Slockit

I’m currently in Lerwick for the Shetland Folk Festival,and at a concert last night I heard some interesting Shetland dialect being spoken and sung.

One word I particularly liked was slockit, which means ‘gone out, extinguished’. It appears in the title of a tune by Tom Anderson, Da Slockit Light, which he was inspired to write after seeing how many of the houses in his home village at Eshaness were dark. He thought about the people who use to live there and how they have moved away or passed. For me it’s fascinating to hear the stories behind tunes and songs like this.
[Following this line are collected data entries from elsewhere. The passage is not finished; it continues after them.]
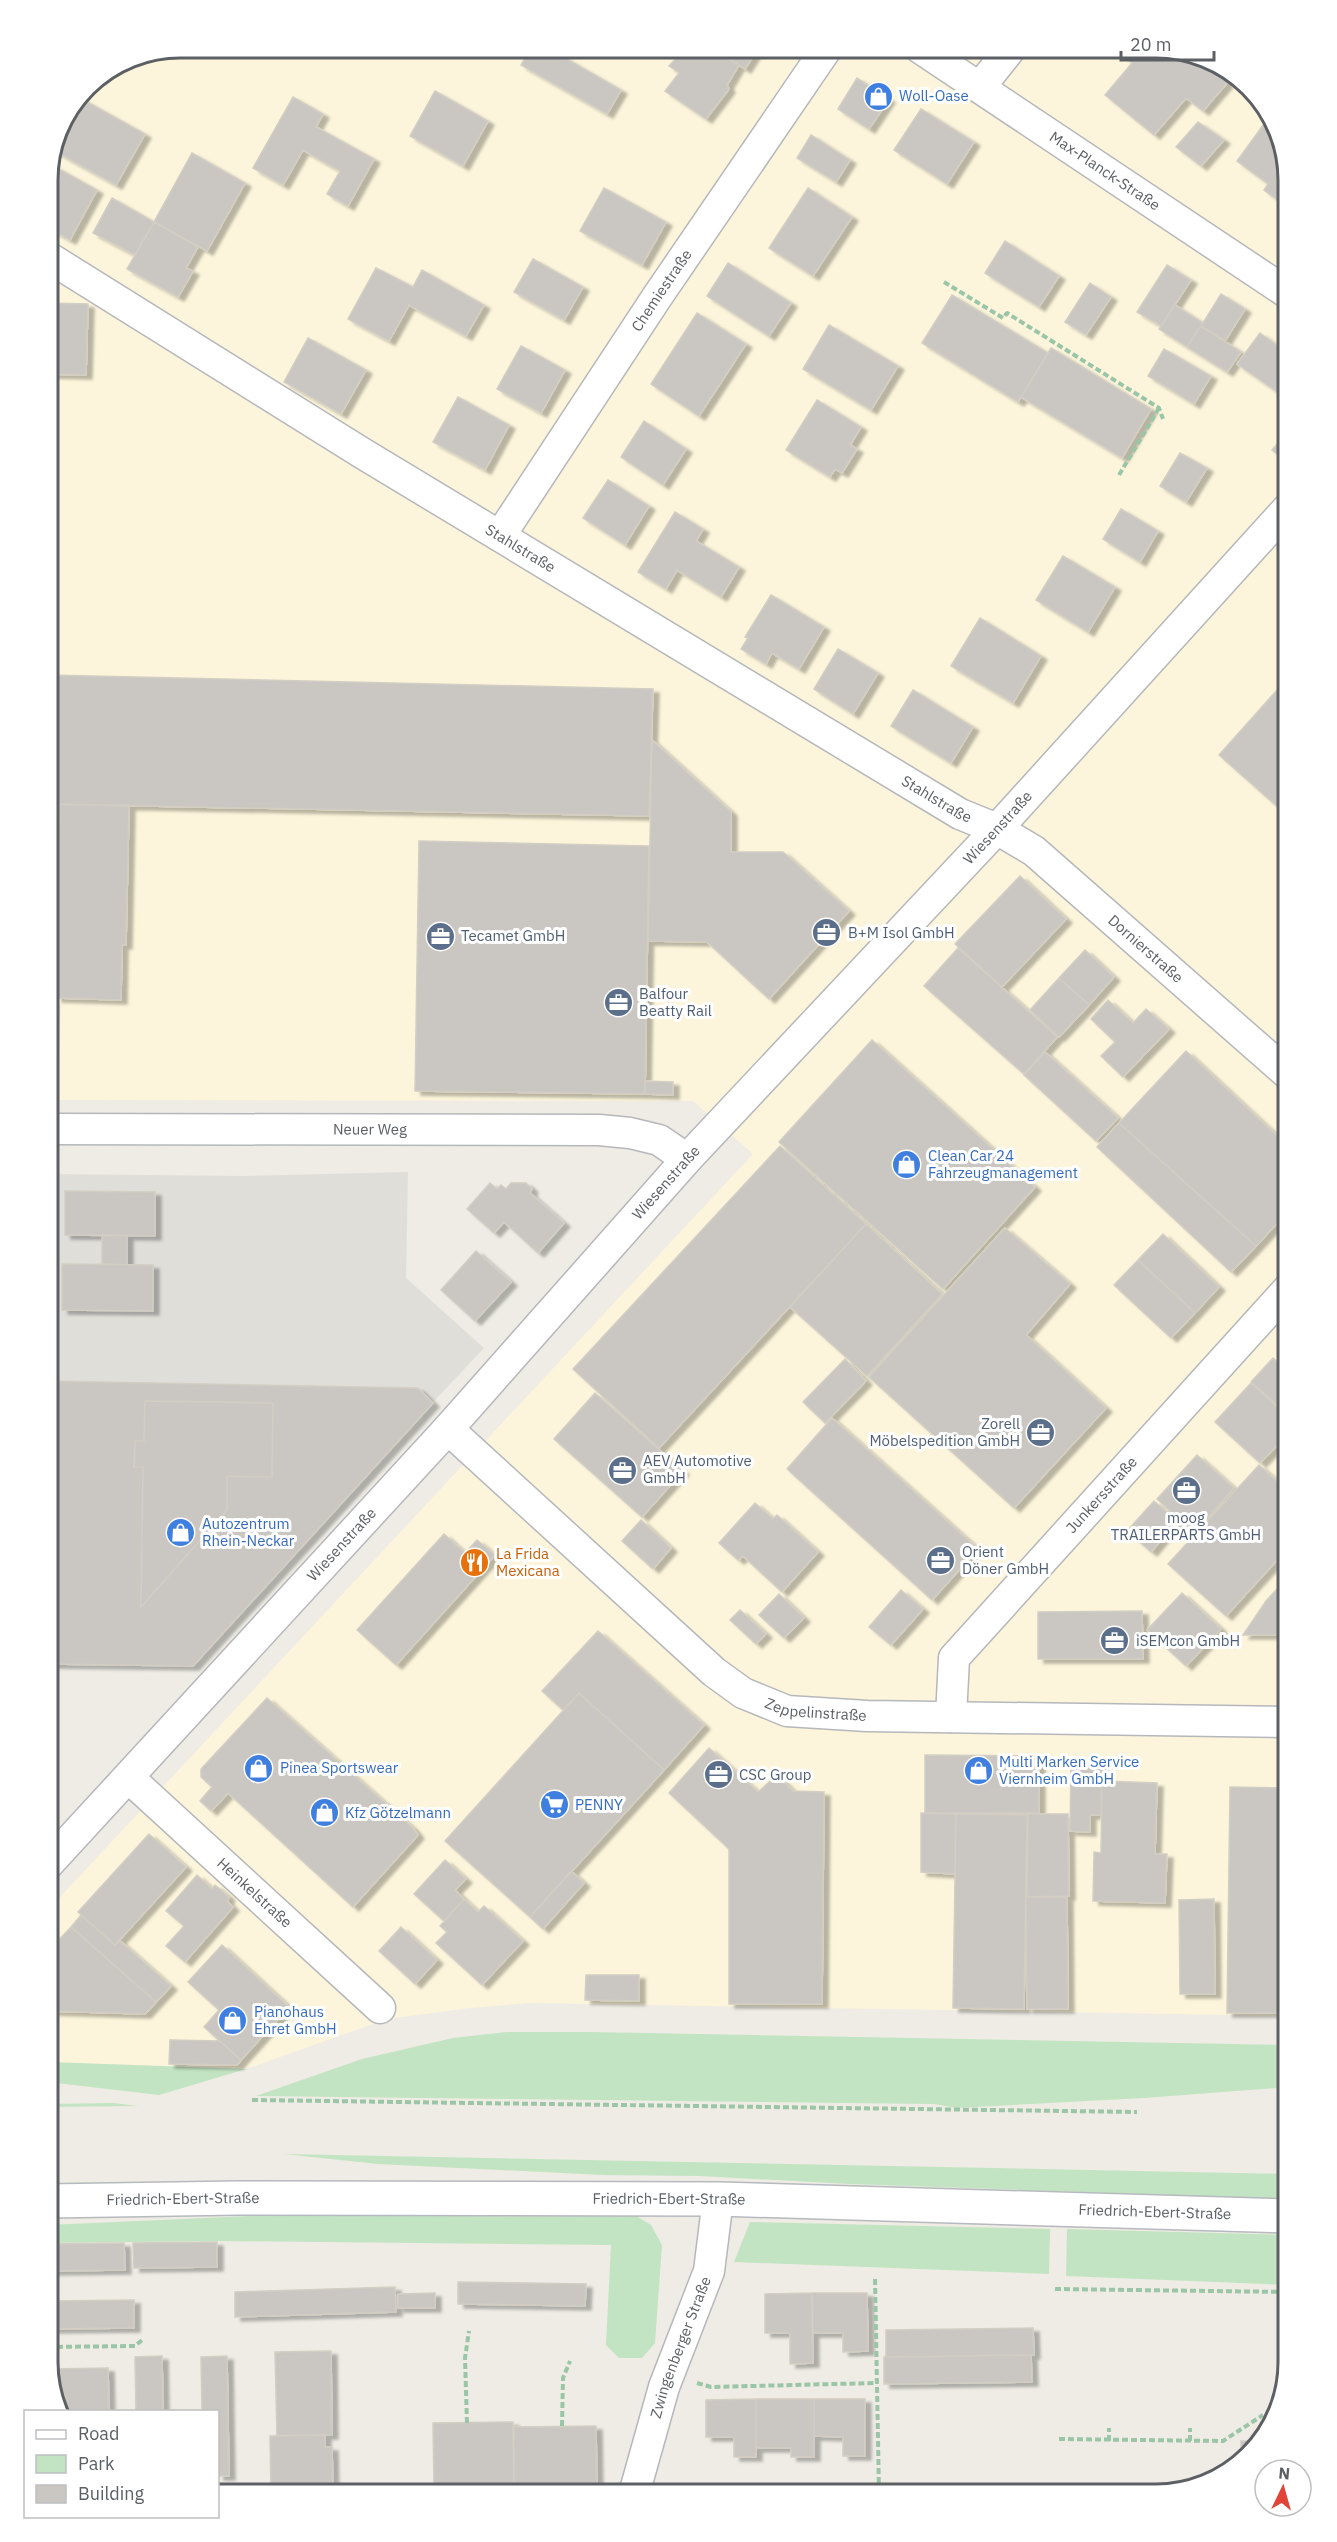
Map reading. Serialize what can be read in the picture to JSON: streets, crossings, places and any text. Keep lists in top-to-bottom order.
{
  "streets": {
    "street": [
      "Max-Planck-Straße",
      "Chemiestraße",
      "Stahlstraße",
      "Wiesenstraße",
      "Dornierstraße",
      "Neuer Weg",
      "Junkersstraße",
      "Zeppelinstraße",
      "Heinkelstraße",
      "Friedrich-Ebert-Straße",
      "Zwingenberger Straße"
    ]
  },
  "crossings": [
    ["Chemiestraße", "Stahlstraße"],
    ["Stahlstraße", "Wiesenstraße"],
    ["Stahlstraße", "Dornierstraße"],
    ["Wiesenstraße", "Dornierstraße"],
    ["Wiesenstraße", "Neuer Weg"],
    ["Wiesenstraße", "Zeppelinstraße"],
    ["Wiesenstraße", "Heinkelstraße"],
    ["Junkersstraße", "Zeppelinstraße"],
    ["Friedrich-Ebert-Straße", "Zwingenberger Straße"]
  ],
  "places": {
    "shop": [
      "Woll-Oase",
      "Clean Car 24 Fahrzeugmanagement",
      "Autozentrum Rhein-Neckar",
      "Pinea Sportswear",
      "Multi Marken Service Viernheim GmbH",
      "Kfz Götzelmann",
      "Pianohaus Ehret GmbH"
    ],
    "office": [
      "B+M Isol GmbH",
      "Tecamet GmbH",
      "Balfour Beatty Rail",
      "Zorell Möbelspedition GmbH",
      "AEV Automotive GmbH",
      "moog TRAILERPARTS GmbH",
      "Orient Döner GmbH",
      "iSEMcon GmbH",
      "CSC Group"
    ],
    "restaurant": ["La Frida Mexicana"],
    "supermarket": ["PENNY"]
  },
  "legend": ["Road", "Park", "Building"],
  "scale_bar": "20 m",
  "north": "top"
}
I also discovered today that there is an online dictionary of Shetland dialect with recordings on shetlanddialect.org.uk. Some other interesting Shetland words I came across there include:

slurd = small, driving rain
skutamillaskroo = the game of hide-and-seek played among the cornstacks in the yard
skurtfoo = an armful. e.g. He cam in wi a skurtfoo o paets for da fire.

6 thoughts on “Slockit

  1. I was intrigued by the word ‘slockit’ for years, and had tried to think of a cognate in Standard English. Eventually, someone suggested ‘to slake’ – a word that, nowadays, is rarely heard in any other context than ‘slaked lime’; it’s original meaning, however is ‘quench’ (‘to slake one’s thirst’). It can further be connected with German ‘schlecken’ (to lick) and, hence, English ‘lick’.

  2. I think it’s cognate with Danish ‘slukket’, past participle of ‘slukke’ meaning to put out, extinguish, switch off, turn off.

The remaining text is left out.